Subject to the terms of the Merger Agreement, First Connecticut
will merge with and into People’s United, with People’s United
surviving the merger, and Farmington Bank will merge with and into
People’s United Bank, National Association. Under the terms
of the Merger Agreement, at the effective time of the merger, each
outstanding share of First Connecticut common stock, par value
$0.01 per share (“First Connecticut Common Stock”) held immediately
prior to the effective time of the merger, except for specified
shares of First Connecticut Common Stock owned by First Connecticut
or People’s United (which will be cancelled), will be converted
into the right to receive 1.725 shares of People’s United common
stock, par value $0.01 per share.
First Connecticut stockholders also approved an advisory
proposal regarding the compensation that may be paid or become
payable to certain First Connecticut executive officers in
connection with the merger.
Following the special meeting of First Connecticut stockholders,
John J. Patrick, Jr., Chairman of the Board, President and Chief
Executive Officer of First Connecticut, said, “We are very grateful
to our stockholders for their overwhelming support of this
transaction. With today’s vote, we move one step closer to
completing the transaction with People’s United, to the benefit of
our stockholders, employees, customers, and the communities we
serve.”
First Connecticut also announced the receipt by First
Connecticut and People’s United of all required regulatory
approvals to move forward with the merger of First Connecticut with
and into People’s United. The merger remains subject to
customary closing conditions and is expected to close on October 1,
2018.
About First Connecticut Bancorp, Inc.
First Connecticut Bancorp, Inc. (NASDAQ: FBNK) is a
Maryland-chartered stock holding company that wholly owns
Farmington Bank. Farmington Bank is a full-service, community bank
with 25 branch locations throughout central Connecticut and western
Massachusetts, offering commercial and residential lending as well
as wealth management services. Established in 1851, Farmington Bank
is a diversified consumer and commercial bank with an ongoing
commitment to contribute to the betterment of the communities in
our region. For more information regarding the Bank's products and
services and for First Connecticut Bancorp, Inc. investor relations
information, please visit www.farmingtonbankct.com.

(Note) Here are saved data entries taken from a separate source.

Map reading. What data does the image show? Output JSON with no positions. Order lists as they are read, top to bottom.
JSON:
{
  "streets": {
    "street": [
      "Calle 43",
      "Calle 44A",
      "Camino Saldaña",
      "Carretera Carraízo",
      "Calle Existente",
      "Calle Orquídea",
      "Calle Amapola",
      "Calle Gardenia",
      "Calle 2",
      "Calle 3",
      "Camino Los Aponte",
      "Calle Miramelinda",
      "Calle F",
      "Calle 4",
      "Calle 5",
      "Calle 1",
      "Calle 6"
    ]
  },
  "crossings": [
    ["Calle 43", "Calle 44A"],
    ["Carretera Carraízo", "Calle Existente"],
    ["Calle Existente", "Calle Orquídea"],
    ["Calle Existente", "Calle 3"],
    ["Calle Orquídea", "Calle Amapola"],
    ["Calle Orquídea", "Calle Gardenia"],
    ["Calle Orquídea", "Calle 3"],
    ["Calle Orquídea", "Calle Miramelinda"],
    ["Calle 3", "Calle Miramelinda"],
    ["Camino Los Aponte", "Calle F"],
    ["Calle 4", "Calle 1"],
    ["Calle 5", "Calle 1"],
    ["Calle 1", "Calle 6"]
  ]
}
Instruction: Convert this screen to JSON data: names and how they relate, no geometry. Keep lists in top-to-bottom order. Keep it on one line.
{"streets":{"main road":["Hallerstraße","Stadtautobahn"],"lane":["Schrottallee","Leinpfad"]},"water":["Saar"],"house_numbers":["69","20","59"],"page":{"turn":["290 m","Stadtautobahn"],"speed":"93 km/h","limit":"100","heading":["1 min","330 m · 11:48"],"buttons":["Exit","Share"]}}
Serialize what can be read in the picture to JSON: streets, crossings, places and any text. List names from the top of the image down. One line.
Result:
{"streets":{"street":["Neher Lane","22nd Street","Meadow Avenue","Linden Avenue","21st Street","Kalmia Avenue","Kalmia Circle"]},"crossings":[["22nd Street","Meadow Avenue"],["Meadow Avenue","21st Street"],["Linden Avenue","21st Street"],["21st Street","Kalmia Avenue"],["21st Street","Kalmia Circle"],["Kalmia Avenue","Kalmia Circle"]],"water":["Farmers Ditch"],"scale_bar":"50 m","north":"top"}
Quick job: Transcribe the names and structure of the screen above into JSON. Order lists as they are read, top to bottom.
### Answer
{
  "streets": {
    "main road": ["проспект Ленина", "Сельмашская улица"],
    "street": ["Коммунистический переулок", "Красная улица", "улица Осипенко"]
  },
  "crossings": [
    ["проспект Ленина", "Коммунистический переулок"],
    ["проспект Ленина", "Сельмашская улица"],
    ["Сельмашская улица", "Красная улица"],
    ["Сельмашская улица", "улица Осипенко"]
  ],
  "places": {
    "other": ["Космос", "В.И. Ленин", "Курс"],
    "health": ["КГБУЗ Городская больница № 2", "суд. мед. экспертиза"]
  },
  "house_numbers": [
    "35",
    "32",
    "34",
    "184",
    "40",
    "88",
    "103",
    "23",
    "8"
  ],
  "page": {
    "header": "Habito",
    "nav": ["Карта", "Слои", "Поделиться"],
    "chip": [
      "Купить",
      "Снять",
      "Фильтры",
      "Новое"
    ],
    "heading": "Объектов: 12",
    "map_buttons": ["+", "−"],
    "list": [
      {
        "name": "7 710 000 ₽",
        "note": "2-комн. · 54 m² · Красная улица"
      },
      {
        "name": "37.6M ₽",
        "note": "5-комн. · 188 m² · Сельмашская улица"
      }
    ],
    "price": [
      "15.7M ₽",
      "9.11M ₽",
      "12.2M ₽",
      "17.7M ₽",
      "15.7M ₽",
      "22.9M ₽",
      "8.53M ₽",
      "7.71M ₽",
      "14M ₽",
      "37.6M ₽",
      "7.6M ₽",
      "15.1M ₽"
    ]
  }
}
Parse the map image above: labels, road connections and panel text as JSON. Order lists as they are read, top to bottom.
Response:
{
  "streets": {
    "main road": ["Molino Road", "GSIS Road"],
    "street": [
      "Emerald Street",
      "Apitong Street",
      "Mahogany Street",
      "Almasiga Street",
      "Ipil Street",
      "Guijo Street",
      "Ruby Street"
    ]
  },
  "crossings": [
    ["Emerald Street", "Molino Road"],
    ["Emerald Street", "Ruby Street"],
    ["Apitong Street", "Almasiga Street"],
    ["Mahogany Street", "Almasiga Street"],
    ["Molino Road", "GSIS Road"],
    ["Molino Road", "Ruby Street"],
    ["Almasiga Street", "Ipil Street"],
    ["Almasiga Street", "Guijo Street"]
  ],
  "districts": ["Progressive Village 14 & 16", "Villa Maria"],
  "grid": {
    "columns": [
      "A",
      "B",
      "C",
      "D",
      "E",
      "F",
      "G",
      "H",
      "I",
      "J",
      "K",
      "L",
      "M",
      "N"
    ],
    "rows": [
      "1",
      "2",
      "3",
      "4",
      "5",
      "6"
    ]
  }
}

Forward-Looking Statements
This document contains forward-looking statements within the
meaning of the Private Securities Litigation Reform Act of 1995.
Forward-looking statements are typically identified by words such
as “believe,” “expect,” “anticipate,” “intend,” “target,”
“estimate,” “continue,” “positions,” “plan,” “predict,” “project,”
“forecast,” “guidance,” “goal,” “objective,” “prospects,”
“possible” or “potential,” by future conditional verbs such as
“assume,” “will,” “would,” “should,” “could” or “may”, or by
variations of such words or by similar expressions. These
forward-looking statements are subject to numerous assumptions,
risks and uncertainties, which change over time, are difficult to
predict and are generally beyond the control of either company.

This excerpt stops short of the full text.